_AIM OF THE TASK_:
Print out the data below in full and exactly, skipping the pictures.

_DATA FOR ANALYSIS_:
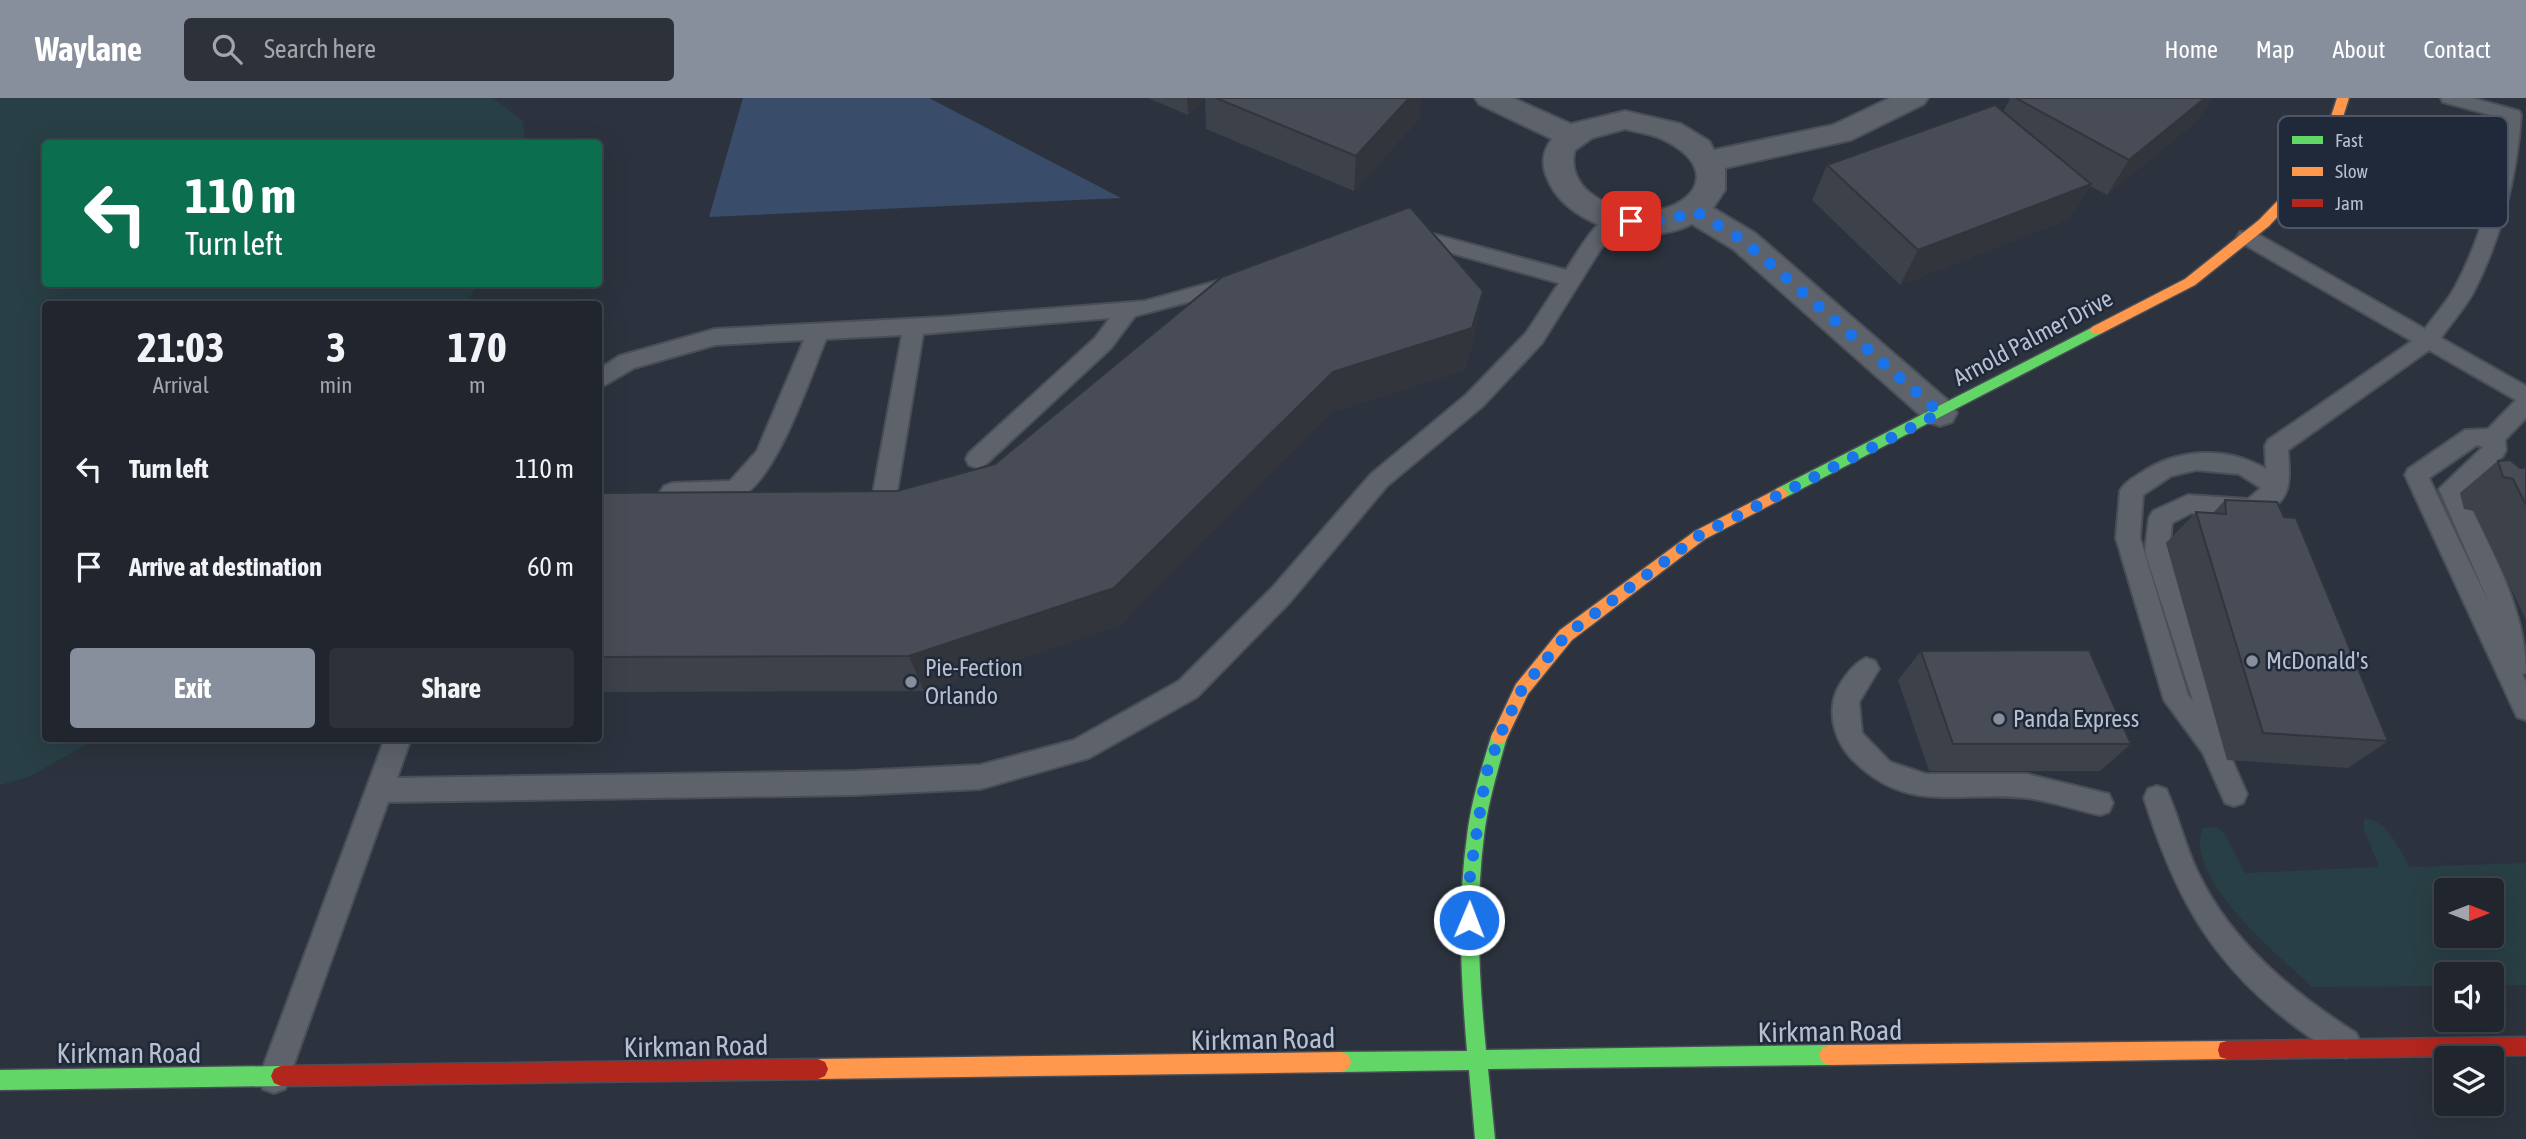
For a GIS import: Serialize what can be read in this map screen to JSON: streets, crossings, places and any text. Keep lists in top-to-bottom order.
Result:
{
  "streets": {
    "main road": ["Arnold Palmer Drive", "Kirkman Road"]
  },
  "crossings": [
    ["Arnold Palmer Drive", "Kirkman Road"]
  ],
  "places": ["McDonald's", "Pie-Fection Orlando", "Panda Express"],
  "legend": ["Fast", "Slow", "Jam"],
  "north": "right",
  "page": {
    "header": "Waylane",
    "search": "Search here",
    "nav": [
      "Home",
      "Map",
      "About",
      "Contact"
    ],
    "turn": ["110 m", "Turn left"],
    "eta": [
      "21:03",
      "Arrival",
      "3",
      "min",
      "170",
      "m"
    ],
    "list": [
      {
        "name": "Turn left",
        "value": "110 m"
      },
      {
        "name": "Arrive at destination",
        "value": "60 m"
      }
    ],
    "buttons": ["Exit", "Share"]
  }
}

_REPLY TO THE EXERCISE_:
For a GIS import: Serialize what can be read in this map screen to JSON: streets, crossings, places and any text. Keep lists in top-to-bottom order.
Result:
{
  "streets": {
    "main road": ["Arnold Palmer Drive", "Kirkman Road"]
  },
  "crossings": [
    ["Arnold Palmer Drive", "Kirkman Road"]
  ],
  "places": ["McDonald's", "Pie-Fection Orlando", "Panda Express"],
  "legend": ["Fast", "Slow", "Jam"],
  "north": "right",
  "page": {
    "header": "Waylane",
    "search": "Search here",
    "nav": [
      "Home",
      "Map",
      "About",
      "Contact"
    ],
    "turn": ["110 m", "Turn left"],
    "eta": [
      "21:03",
      "Arrival",
      "3",
      "min",
      "170",
      "m"
    ],
    "list": [
      {
        "name": "Turn left",
        "value": "110 m"
      },
      {
        "name": "Arrive at destination",
        "value": "60 m"
      }
    ],
    "buttons": ["Exit", "Share"]
  }
}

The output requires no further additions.